4. Compare all the models above. Which one gives the best prediction quality? (Use MSE) (10 Points)
Prediction of Quality of red wine:
step.forward.predicted <- predict(fwd_sel, test_set[,-12])
step.backward.predicted <- predict(back_sel, test_set[,-12])
step.both.predicted <- predict(both_sel, test_set[,-12])

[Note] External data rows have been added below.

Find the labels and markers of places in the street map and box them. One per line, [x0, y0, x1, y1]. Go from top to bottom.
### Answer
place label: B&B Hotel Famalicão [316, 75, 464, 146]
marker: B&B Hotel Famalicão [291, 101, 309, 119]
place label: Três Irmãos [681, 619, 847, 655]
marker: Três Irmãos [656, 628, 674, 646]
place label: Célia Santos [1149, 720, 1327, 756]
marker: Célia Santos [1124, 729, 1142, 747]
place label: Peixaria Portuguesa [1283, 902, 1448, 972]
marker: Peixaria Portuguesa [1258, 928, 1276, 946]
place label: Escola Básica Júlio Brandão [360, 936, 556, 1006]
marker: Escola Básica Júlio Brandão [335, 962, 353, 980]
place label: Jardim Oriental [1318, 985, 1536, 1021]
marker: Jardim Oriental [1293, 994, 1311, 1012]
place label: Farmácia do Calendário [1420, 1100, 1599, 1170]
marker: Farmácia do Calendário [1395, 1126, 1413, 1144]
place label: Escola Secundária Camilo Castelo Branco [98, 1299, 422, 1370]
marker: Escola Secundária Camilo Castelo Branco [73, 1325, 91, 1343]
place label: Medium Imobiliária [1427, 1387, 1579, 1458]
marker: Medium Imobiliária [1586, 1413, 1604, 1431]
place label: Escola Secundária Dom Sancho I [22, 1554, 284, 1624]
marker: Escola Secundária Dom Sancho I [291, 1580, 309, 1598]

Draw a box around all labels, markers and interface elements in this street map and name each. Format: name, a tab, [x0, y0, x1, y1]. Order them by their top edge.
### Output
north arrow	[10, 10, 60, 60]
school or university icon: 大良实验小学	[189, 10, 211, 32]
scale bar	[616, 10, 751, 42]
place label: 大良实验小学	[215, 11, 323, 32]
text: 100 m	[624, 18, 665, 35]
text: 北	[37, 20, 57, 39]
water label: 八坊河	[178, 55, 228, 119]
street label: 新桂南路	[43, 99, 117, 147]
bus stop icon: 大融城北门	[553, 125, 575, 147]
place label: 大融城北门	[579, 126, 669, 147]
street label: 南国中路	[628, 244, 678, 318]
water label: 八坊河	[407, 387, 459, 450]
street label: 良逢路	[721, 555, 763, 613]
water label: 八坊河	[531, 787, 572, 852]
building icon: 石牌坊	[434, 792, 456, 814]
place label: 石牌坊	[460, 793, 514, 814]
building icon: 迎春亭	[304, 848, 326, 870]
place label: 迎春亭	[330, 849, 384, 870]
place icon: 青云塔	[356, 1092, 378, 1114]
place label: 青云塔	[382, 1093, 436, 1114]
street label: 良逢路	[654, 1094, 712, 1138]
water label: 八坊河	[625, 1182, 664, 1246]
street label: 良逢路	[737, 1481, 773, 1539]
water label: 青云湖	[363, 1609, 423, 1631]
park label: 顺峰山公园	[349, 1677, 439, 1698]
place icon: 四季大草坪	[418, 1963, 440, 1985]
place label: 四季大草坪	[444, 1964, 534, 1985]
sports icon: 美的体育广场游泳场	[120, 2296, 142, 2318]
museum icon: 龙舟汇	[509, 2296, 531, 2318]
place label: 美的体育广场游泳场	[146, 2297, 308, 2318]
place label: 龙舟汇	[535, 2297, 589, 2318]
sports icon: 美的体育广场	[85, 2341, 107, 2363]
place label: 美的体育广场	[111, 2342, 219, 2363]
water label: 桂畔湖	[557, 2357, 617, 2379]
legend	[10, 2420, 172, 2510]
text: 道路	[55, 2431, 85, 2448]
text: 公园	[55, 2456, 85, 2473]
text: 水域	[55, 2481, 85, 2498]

pcr.predicted <- predict(pcr_model, test_set[,-12], ncomp = 6)
plsr.predicted <- predict(plsr_model, test_set[,-12], ncomp = 6)
lasso.predicted <- predict(lasso_model, as.matrix(test_set[,-12]), s = 0.1)
ridge.predicted <- predict(ridge_model, as.matrix(test_set[,-12]), s = 0.1)
elastic.predicted <- predict(elastic_model, as.matrix(test_set[,-12]), s = 0.1)
final_results <- data.frame(step.forward.predicted, step.backward.predicted, step.both.predicted, pcr.predicted, plsr.predicted, lasso.predicted, ridge.predicted, elastic.predicted)
colnames(final_results) <- c("Step_forward", "Step_backward", "Step_both", "PCR", "PLSR", "Lasso", "Ridge", "Elastic")
head(final_results)
## Step_forward Step_backward Step_both PCR PLSR Lasso Ridge
## 1 5.320067 5.320067 5.320067 5.266609 5.267298 5.388452 5.364428
## 2 5.941546 5.941546 5.941546 5.691850 5.743269 5.397953 5.922857
## 3 5.037195 5.037195 5.037195 5.070398 5.093969 5.297293 5.062500
## 4 5.147282 5.147282 5.147282 5.139064 5.140284 5.401897 5.185984
## 5 5.165358 5.165358 5.165358 5.016662 5.051697 5.369611 5.208209
## 6 5.074575 5.074575 5.074575 5.117242 5.124568 5.296019 5.219919
## Elastic
## 1 5.358380
## 2 5.650633
## 3 5.174022
## 4 5.304687
## 5 5.273243
## 6 5.200493
Mean Squared Error (MSE) calculation:
MSE = c()
for(i in 1:8){
MSE <- rbind(MSE, c(names(final_results)[i], mean((test_set$quality - final_results[,i])^2)))
}
MSE <- data.frame(Model = MSE[,1], MSE = as.numeric(MSE[,2]))
MSE[order(MSE$MSE),]
## Model MSE
## 1 Step_forward 0.4669804
## 2 Step_backward 0.4669804
## 3 Step_both 0.4669804
## 7 Ridge 0.4716701
## 5 PLSR 0.4723489
## 4 PCR 0.4786588
## 8 Elastic 0.4857038
## 6 Lasso 0.5071073
Evaluating Prediction Performance:
based on MSE of all models, looks like Step_forward, step_backward and step_both have the lowest Mean Squared Error (MSE). so these 3 models have the best prediction performance among all 8 models.